───── Data shown
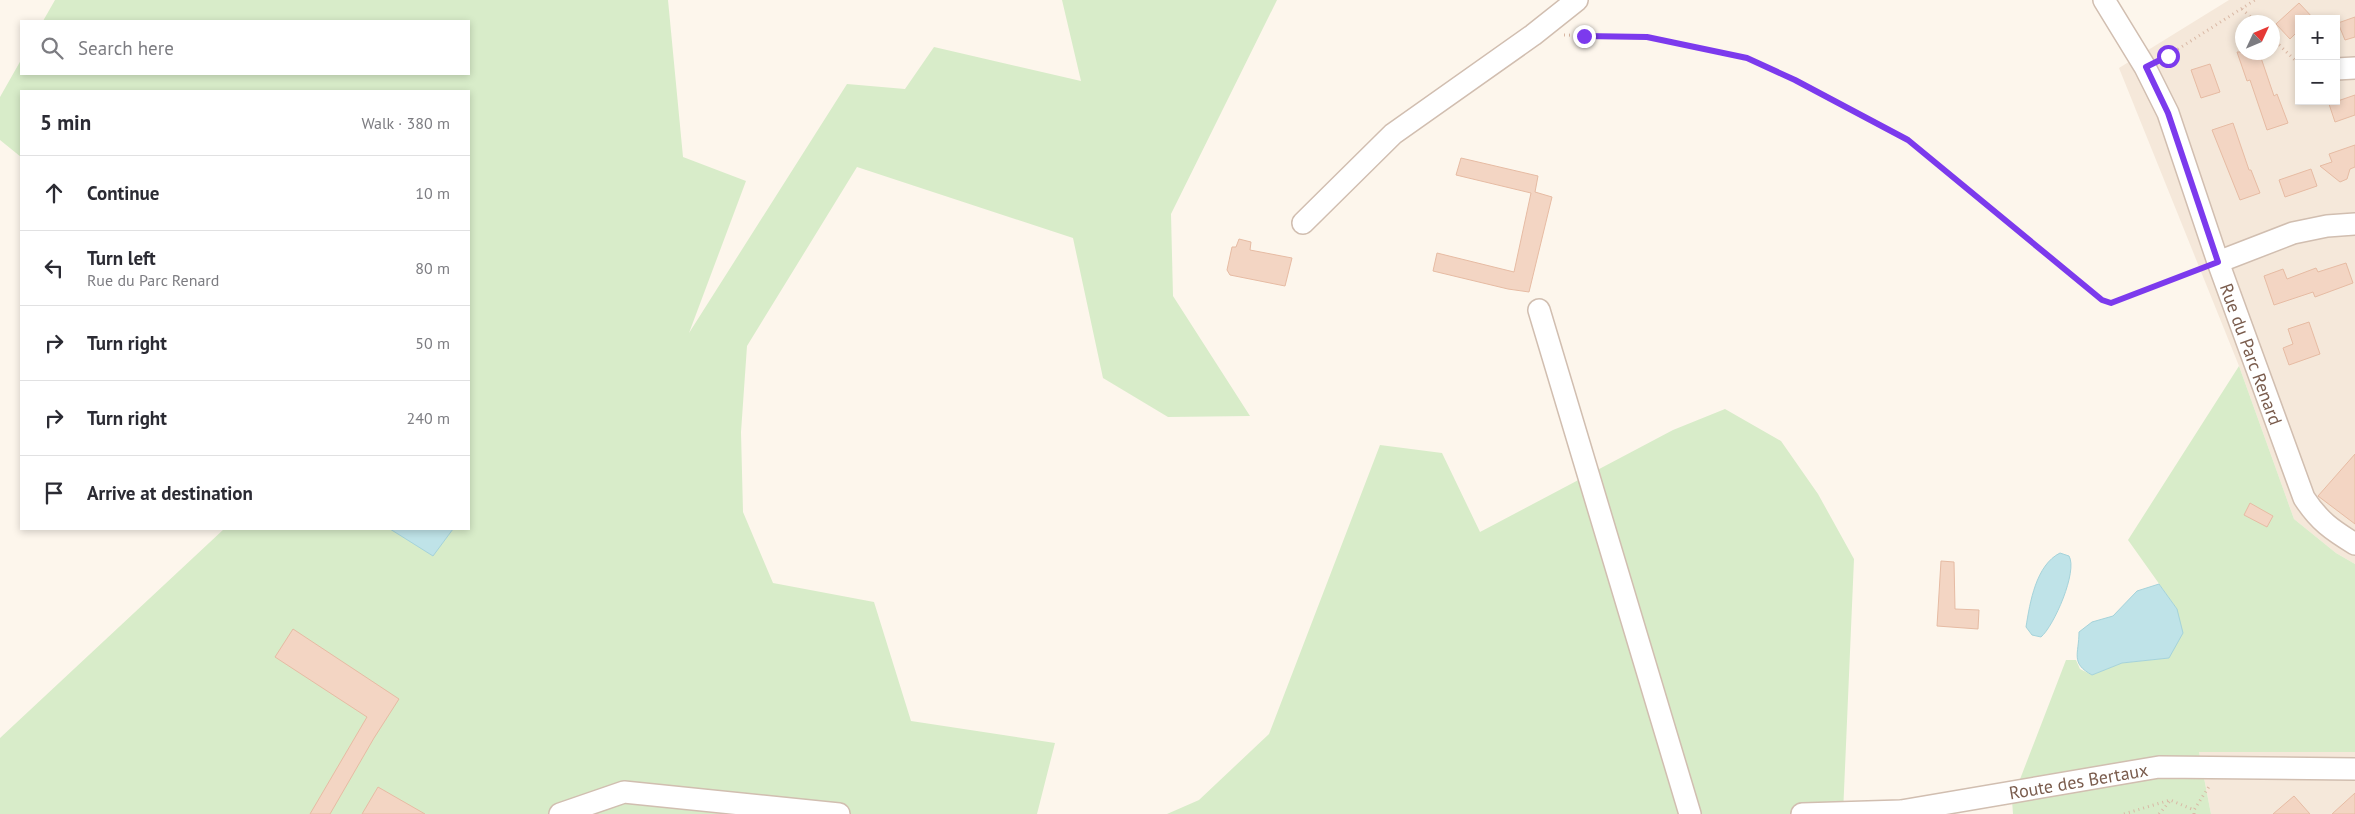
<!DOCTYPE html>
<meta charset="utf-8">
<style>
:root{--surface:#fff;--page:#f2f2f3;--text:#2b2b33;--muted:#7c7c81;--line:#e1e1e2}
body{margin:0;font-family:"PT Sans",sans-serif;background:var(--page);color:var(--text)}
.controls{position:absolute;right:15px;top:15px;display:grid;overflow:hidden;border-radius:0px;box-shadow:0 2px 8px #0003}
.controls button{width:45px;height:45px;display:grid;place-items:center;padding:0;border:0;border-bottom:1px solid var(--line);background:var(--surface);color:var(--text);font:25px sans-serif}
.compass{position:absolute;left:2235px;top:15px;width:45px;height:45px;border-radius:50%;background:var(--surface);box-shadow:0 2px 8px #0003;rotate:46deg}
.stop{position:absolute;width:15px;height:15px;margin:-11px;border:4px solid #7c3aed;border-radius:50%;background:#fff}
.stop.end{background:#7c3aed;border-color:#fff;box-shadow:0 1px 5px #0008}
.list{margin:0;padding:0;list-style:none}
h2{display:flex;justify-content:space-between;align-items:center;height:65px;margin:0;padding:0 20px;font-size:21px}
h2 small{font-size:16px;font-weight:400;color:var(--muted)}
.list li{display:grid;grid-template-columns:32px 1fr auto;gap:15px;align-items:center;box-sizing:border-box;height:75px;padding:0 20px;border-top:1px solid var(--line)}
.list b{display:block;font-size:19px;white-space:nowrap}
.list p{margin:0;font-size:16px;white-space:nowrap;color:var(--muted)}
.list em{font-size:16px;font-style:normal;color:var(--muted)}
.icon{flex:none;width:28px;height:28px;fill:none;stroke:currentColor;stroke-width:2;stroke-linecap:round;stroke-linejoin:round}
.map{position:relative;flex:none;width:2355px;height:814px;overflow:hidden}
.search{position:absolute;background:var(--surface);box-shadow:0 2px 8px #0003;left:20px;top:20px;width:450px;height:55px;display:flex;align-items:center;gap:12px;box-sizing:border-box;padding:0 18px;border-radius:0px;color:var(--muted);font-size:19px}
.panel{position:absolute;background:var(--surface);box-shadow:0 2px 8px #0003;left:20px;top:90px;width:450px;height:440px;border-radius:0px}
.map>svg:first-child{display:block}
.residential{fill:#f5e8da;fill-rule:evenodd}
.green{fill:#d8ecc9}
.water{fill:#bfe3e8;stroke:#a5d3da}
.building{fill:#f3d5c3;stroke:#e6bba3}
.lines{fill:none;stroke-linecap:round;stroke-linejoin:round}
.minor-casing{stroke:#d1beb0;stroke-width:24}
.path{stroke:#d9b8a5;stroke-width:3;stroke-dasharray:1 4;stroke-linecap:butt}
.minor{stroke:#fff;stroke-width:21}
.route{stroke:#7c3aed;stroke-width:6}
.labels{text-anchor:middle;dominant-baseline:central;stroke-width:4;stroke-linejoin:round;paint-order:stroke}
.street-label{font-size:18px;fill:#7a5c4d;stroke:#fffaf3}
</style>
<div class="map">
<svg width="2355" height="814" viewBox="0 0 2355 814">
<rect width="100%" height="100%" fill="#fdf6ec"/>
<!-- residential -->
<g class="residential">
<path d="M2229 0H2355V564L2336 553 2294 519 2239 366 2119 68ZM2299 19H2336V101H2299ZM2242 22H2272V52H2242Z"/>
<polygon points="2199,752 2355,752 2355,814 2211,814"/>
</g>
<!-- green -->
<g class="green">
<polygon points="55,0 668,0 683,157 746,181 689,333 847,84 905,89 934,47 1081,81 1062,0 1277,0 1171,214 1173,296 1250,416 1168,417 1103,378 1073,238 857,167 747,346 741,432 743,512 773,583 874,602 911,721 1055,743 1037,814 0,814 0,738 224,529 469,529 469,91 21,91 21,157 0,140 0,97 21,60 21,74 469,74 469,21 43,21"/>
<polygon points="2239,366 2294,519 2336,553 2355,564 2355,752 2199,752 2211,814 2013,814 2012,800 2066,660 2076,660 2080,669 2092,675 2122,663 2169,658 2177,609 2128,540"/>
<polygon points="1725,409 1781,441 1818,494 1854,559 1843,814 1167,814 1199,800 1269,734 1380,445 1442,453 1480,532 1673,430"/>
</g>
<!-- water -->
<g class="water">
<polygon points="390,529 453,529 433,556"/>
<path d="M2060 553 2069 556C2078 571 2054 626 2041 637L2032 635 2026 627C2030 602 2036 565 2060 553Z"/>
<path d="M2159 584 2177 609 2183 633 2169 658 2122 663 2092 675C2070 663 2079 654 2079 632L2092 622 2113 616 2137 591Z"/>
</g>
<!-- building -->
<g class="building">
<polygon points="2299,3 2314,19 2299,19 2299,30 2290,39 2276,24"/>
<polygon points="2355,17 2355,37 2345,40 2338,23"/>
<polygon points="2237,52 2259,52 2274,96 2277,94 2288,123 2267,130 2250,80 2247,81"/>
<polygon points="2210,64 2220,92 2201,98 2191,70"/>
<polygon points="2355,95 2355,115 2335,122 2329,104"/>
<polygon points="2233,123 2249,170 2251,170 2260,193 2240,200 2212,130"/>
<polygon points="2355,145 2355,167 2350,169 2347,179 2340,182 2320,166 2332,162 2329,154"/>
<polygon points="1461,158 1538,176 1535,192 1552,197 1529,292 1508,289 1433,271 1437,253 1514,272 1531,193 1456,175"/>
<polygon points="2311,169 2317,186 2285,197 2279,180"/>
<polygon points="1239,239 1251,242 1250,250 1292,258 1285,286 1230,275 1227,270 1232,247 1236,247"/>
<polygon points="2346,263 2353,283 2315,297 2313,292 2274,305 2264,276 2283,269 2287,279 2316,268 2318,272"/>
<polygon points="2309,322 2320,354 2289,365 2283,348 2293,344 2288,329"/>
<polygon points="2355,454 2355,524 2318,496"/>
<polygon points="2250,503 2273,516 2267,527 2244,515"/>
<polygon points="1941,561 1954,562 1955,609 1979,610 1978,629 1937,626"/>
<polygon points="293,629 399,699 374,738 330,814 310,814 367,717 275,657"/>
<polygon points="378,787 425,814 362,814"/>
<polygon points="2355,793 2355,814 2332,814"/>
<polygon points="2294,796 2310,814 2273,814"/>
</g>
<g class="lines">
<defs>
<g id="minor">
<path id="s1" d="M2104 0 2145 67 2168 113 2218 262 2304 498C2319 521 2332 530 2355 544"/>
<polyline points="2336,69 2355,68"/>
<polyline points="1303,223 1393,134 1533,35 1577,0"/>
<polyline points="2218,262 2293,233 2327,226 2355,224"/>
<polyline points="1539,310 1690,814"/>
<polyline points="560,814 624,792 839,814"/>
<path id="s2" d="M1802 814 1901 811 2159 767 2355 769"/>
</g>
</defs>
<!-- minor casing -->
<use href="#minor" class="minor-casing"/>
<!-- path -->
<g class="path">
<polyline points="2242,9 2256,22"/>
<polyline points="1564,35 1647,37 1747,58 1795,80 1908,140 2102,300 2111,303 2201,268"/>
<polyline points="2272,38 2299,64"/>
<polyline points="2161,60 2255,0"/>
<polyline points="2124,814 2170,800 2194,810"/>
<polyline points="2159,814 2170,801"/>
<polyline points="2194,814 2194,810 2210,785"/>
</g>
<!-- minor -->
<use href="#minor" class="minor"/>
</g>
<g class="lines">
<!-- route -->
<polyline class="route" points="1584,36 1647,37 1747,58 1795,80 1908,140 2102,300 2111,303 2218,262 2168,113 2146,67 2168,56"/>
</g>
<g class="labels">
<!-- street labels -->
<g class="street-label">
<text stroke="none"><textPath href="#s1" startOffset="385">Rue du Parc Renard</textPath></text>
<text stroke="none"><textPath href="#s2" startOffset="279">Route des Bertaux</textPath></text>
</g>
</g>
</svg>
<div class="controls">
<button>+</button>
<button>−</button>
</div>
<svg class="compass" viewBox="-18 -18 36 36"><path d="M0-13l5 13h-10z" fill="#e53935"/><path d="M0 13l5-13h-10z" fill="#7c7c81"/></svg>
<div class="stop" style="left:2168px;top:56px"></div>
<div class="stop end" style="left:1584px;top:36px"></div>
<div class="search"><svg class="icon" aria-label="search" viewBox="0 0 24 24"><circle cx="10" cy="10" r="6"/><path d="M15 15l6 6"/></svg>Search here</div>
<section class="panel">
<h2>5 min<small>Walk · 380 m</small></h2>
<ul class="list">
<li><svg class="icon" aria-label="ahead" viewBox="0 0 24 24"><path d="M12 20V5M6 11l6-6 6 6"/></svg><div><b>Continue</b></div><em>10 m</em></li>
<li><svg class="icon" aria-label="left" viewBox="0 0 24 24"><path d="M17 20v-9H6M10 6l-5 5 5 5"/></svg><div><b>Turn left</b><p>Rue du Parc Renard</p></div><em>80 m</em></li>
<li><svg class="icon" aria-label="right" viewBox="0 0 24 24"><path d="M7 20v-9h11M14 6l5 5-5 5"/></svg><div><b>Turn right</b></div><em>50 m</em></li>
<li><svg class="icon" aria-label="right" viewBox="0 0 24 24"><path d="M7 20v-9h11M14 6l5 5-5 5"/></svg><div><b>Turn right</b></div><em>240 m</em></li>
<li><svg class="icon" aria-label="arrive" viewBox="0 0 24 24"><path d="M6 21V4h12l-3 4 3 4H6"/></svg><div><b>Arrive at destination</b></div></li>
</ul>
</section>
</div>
──────────
Respond with one number, the count of lines of the material that include "serif".

2